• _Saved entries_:
***
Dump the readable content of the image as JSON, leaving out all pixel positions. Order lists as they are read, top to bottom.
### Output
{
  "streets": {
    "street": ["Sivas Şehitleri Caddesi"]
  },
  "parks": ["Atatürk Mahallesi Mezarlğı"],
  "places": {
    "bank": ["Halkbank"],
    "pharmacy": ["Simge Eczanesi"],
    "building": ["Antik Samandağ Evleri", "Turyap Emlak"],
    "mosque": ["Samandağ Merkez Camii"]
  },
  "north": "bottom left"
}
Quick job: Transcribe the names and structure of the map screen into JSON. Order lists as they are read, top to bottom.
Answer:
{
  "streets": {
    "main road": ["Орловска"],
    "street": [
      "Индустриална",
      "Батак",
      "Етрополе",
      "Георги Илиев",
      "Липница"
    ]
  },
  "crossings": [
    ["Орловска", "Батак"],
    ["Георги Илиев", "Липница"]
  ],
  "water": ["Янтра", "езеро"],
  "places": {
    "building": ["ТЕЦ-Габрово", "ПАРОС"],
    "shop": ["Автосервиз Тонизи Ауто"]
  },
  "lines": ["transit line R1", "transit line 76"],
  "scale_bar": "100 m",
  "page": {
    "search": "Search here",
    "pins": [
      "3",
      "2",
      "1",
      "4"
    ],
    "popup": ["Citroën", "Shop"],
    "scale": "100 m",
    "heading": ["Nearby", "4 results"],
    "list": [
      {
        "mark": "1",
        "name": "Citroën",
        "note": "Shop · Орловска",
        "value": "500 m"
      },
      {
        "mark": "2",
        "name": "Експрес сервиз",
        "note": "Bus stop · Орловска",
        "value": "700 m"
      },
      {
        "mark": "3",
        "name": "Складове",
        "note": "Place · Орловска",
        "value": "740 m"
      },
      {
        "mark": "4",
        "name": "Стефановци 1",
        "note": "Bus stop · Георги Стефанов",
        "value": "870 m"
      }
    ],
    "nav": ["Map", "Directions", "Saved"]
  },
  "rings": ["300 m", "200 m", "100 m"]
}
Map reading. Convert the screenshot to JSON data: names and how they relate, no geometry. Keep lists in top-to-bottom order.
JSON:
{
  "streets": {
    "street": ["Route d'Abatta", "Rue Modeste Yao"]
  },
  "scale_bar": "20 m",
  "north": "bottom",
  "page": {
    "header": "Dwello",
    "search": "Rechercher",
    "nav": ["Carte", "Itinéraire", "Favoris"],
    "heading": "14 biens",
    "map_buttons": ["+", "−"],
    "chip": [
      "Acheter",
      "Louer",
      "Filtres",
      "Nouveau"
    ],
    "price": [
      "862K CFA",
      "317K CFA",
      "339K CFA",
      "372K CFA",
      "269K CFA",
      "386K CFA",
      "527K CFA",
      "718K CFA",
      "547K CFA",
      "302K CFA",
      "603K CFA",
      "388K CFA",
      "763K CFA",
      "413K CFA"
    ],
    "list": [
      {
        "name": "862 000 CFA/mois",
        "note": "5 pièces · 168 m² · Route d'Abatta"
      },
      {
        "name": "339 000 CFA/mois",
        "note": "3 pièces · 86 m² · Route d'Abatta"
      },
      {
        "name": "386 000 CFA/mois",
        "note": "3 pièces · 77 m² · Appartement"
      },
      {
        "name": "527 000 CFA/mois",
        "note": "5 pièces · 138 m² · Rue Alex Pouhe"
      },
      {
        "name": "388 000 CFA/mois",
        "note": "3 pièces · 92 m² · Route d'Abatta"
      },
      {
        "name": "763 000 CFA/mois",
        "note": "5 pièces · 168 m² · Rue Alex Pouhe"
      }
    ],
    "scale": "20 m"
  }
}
***
• _What to work on_: Once you find the line containing "Quick job: Transcribe", stop: reproduce exactly that line and every line of the data before it, and nothing else.

• _Solution_:
Dump the readable content of the image as JSON, leaving out all pixel positions. Order lists as they are read, top to bottom.
### Output
{
  "streets": {
    "street": ["Sivas Şehitleri Caddesi"]
  },
  "parks": ["Atatürk Mahallesi Mezarlğı"],
  "places": {
    "bank": ["Halkbank"],
    "pharmacy": ["Simge Eczanesi"],
    "building": ["Antik Samandağ Evleri", "Turyap Emlak"],
    "mosque": ["Samandağ Merkez Camii"]
  },
  "north": "bottom left"
}
Quick job: Transcribe the names and structure of the map screen into JSON. Order lists as they are read, top to bottom.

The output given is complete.